Required work: Read the data below. Every line holding the string "place" must be copied.

───── Material provided ─────

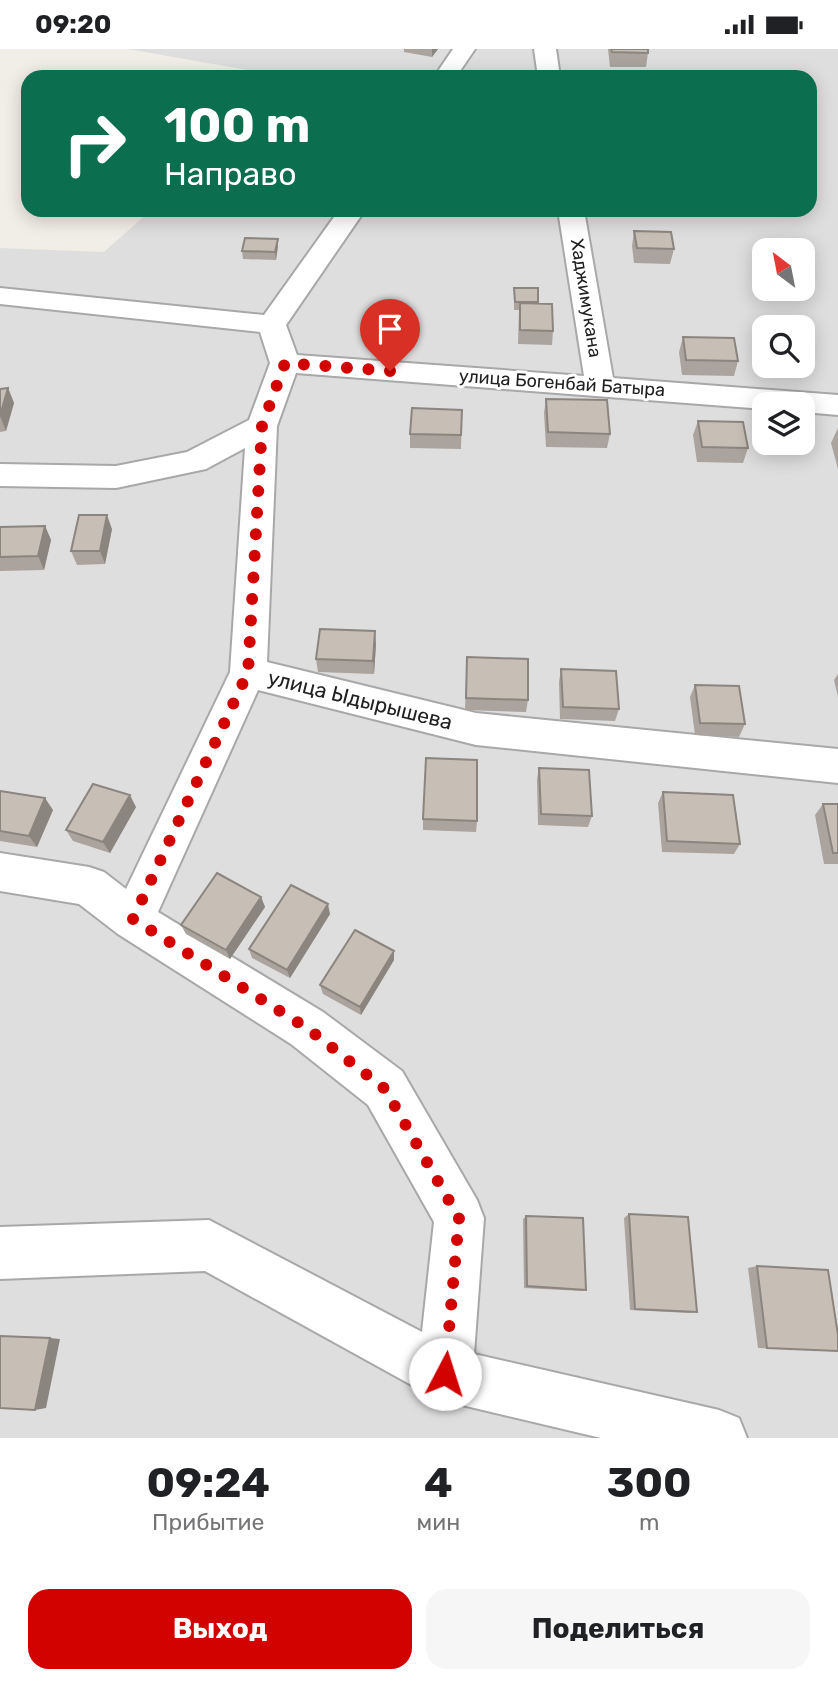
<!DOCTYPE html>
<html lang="ru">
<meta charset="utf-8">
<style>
:root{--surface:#fff;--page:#f6f6f6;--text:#202124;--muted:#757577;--accent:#d10200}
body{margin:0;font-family:Rubik,sans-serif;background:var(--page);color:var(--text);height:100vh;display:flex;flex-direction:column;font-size:26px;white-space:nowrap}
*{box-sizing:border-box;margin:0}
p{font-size:23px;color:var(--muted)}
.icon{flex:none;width:38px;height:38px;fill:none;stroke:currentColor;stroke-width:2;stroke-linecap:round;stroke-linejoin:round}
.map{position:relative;height:1389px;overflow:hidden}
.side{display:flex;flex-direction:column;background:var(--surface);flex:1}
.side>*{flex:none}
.guide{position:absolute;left:21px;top:21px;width:796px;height:147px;border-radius:21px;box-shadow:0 4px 18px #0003;background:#0b6e4f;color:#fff;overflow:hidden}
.needle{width:46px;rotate:328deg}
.controls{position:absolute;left:752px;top:189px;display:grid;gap:14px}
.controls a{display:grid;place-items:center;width:63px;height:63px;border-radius:14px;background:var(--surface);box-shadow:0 4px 18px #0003;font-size:35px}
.pin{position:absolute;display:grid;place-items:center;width:60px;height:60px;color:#fff;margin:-72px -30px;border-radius:50% 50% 50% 0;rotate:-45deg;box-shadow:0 0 7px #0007}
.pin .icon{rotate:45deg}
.me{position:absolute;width:77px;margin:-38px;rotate:5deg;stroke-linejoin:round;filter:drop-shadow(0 0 5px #0008)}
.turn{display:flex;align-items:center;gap:24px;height:147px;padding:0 28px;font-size:32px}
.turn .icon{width:91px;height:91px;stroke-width:2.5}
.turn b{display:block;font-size:49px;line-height:60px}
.eta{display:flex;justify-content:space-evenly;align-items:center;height:119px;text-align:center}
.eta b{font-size:42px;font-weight:700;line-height:49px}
.action{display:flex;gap:14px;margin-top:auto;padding:14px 28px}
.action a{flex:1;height:80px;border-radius:21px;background:var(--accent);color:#fff;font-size:28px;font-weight:700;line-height:80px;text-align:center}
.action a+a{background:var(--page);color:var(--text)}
.status{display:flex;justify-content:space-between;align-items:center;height:49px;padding:0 35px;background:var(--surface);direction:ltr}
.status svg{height:19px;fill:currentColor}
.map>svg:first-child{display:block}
.residential{fill:#dfdede;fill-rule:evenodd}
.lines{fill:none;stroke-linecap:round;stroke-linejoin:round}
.minor-casing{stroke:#a8a8a8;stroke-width:4}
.minor{fill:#fff;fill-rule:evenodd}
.wall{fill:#aba39d}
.shaded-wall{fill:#8b857f}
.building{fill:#c7beb6;stroke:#8b857f;stroke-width:2}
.route{stroke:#d10200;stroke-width:12;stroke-dasharray:0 21.6}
.labels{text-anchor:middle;stroke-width:6;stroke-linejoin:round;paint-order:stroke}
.far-street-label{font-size:18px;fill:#212121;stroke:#fff}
.street-label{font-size:21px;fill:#212121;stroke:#fff}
</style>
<div class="status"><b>09:20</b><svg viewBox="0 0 49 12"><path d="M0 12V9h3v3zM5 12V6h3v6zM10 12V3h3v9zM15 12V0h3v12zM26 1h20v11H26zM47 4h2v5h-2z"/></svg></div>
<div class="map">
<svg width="838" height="1389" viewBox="0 0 838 1389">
<rect width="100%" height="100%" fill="#f1eee7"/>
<path class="residential" d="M 128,0 L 838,0 L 838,1389 L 0,1389 L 0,199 L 104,203 L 151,161 L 810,161 L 810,28 L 288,28 ZM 765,201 L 803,201 L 803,240 L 765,240 ZM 765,278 L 803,278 L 803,317 L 765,317 ZM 765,355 L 803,355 L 803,394 L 765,394 Z"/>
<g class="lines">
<g class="minor-casing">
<path id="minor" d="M 453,0 L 475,0 L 456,28 L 434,28 Z
M 534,0 L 556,0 L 560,28 L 538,28 Z
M 339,161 L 365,161 L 286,276 L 297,306 L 584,327 L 558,161 L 584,161 L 613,329 L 838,346 L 838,366 L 803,363 L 803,355 L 765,355 L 765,360 L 296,324 L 277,377 L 267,613 L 476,664 L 838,700 L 838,734 L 476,696 L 258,641 L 158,863 L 323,963 L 402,1022 L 477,1151 L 484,1169 L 474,1305 L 719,1361 L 739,1369 L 747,1389 L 601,1389 L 445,1352 L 426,1344 L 205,1222 L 0,1230 L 0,1178 L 209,1171 L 422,1283 L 434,1173 L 368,1056 L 291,995 L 118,885 L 79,855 L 0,842 L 0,804 L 89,818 L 104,823 L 126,840 L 230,623 L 245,399 L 206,420 L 116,439 L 0,437 L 0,415 L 116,417 L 187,403 L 249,371 L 270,314 L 260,283 L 0,255 L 0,239 L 264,266 Z"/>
</g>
<use href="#minor" class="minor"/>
</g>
<path class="wall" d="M 404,0 L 438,0 L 432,8 L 404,3 Z
M 608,0 L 648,0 L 648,4 L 646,18 L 610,18 Z
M 512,161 L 551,161 L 551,167 L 512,166 Z
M 634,182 L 674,200 L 670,215 L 634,214 L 632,197 Z
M 278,190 L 278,197 L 276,211 L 243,210 L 242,202 Z
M 514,239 L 538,239 L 538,255 L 553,282 L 552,296 L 518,295 L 519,261 L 514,261 Z
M 683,288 L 738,312 L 734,327 L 682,326 L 679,303 Z
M 8,339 L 14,354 L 6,382 L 0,383 L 0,340 Z
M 546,350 L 610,385 L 607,399 L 546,398 L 544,364 Z
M 462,361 L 461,400 L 410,399 L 410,385 Z
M 698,372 L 748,399 L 743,414 L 697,413 L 693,386 Z
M 838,379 L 838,420 L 831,394 Z
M 45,477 L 51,491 L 44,521 L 0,522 L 0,478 Z
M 112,480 L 105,515 L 77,516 L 71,502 Z
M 376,595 L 374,625 L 318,623 L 316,610 Z
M 467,608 L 528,651 L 526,663 L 465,661 Z
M 561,620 L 619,660 L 615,672 L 560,670 L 559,633 Z
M 838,625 L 838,648 L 834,631 Z
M 695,636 L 745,675 L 739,688 L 695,686 L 690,648 Z
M 539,719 L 592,767 L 588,778 L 538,776 L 537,730 Z
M 0,742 L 53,761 L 37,798 L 0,792 Z
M 663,743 L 740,795 L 734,805 L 662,803 L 658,754 Z
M 823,755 L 838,755 L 838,815 L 824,815 L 815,766 Z
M 136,758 L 110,804 L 73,792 L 66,781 Z
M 423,770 L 477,772 L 476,783 L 423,781 Z
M 261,848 L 265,858 L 230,910 L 186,885 L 181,876 Z
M 330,865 L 290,929 L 252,909 L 249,900 Z
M 394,911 L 361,966 L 323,945 L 320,936 Z
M 629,1165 L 697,1263 L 689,1264 L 630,1261 L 624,1169 Z
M 526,1167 L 586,1241 L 582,1242 L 524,1239 L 523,1170 Z
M 757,1217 L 838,1302 L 758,1299 L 748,1219 Z"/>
<path class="shaded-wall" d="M 432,0 L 438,0 L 432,8 Z
M 278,190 L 278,197 L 276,211 L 275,203 Z
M 8,339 L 14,354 L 6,382 L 0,367 Z
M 107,466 L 112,480 L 105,515 L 100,502 Z
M 45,477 L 51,491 L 44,521 L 38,507 Z
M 375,582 L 376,595 L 374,625 L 373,612 Z
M 130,746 L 136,758 L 110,804 L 103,793 Z
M 45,749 L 53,761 L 37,798 L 29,787 Z
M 261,848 L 265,858 L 230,910 L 226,901 Z
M 328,855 L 330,865 L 290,929 L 287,921 Z
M 394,902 L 394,911 L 361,966 L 360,958 Z
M 50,1289 L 60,1290 L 46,1359 L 35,1361 Z"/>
<path class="building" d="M 611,0 L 648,0 L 648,4 L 612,3 Z
M 634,182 L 671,183 L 674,200 L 637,199 Z
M 245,189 L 278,190 L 275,203 L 242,202 Z
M 514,239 L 538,239 L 538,253 L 515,253 Z
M 520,254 L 552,255 L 553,282 L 520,281 Z
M 683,288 L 734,289 L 738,312 L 686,311 Z
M 8,339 L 0,367 L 0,340 Z
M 546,350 L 607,351 L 610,385 L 548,383 Z
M 412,359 L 462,361 L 461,386 L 410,385 Z
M 698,372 L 743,373 L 748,399 L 702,398 Z
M 79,466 L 107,466 L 100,502 L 71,502 Z
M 45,477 L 38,507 L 0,508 L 0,478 Z
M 320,580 L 375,582 L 373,612 L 316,610 Z
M 467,608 L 528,610 L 528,651 L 466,649 Z
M 561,620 L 616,622 L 619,660 L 563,658 Z
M 695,636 L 739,637 L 745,675 L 700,674 Z
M 426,709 L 477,711 L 477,772 L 423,770 Z
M 539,719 L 589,721 L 592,767 L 541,765 Z
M 93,735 L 130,746 L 103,793 L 66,781 Z
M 0,742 L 45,749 L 29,787 L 0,782 Z
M 663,743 L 733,746 L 740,795 L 667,792 Z
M 823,755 L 838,755 L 838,804 L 833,804 Z
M 217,824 L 261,848 L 226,901 L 181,876 Z
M 291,836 L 328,855 L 287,921 L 249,900 Z
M 355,881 L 394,902 L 360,958 L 320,936 Z
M 629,1165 L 688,1168 L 697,1263 L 635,1260 Z
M 526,1167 L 583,1169 L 586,1241 L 527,1237 Z
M 757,1217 L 828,1221 L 838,1286 L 838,1302 L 767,1299 Z
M 0,1287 L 50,1289 L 35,1361 L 0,1359 Z"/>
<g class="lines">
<path class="route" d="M 390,322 L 285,314 L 262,377 L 248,623 L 133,870 L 307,979 L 385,1040 L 459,1169 L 445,1325"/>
</g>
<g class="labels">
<g class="far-street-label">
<text transform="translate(586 249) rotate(81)" y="6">Хаджимукана</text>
<text transform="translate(562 334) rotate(4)" y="6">улица Богенбай Батыра</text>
</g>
<g class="street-label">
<text transform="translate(360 651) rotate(14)" y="7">улица Ыдырышева</text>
</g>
</g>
</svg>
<div class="controls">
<a><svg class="needle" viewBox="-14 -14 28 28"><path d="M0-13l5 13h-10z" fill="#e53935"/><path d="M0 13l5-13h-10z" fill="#757577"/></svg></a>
<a><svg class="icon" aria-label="search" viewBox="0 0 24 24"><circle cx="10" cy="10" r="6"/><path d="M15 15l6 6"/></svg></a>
<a><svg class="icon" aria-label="layers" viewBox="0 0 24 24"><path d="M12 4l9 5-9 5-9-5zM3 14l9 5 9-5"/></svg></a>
</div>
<div class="pin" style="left:390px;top:322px;background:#d93025"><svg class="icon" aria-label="arrive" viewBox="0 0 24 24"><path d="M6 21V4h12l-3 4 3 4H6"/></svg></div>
<svg class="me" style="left:445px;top:1325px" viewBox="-20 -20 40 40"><circle r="19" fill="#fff"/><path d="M0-13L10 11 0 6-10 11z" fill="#d10200"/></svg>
<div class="guide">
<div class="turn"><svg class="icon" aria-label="right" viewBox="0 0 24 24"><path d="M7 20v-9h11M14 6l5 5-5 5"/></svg><div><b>100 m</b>Направо</div></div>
</div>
</div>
<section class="side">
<div class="eta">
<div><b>09:24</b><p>Прибытие</p></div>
<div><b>4</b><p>мин</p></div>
<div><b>300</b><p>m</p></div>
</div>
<div class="action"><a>Выход</a><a>Поделиться</a></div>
</section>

─────

Answer box:
.controls a{display:grid;place-items:center;width:63px;height:63px;border-radius:14px;background:var(--surface);box-shadow:0 4px 18px #0003;font-size:35px}
.pin{position:absolute;display:grid;place-items:center;width:60px;height:60px;color:#fff;margin:-72px -30px;border-radius:50% 50% 50% 0;rotate:-45deg;box-shadow:0 0 7px #0007}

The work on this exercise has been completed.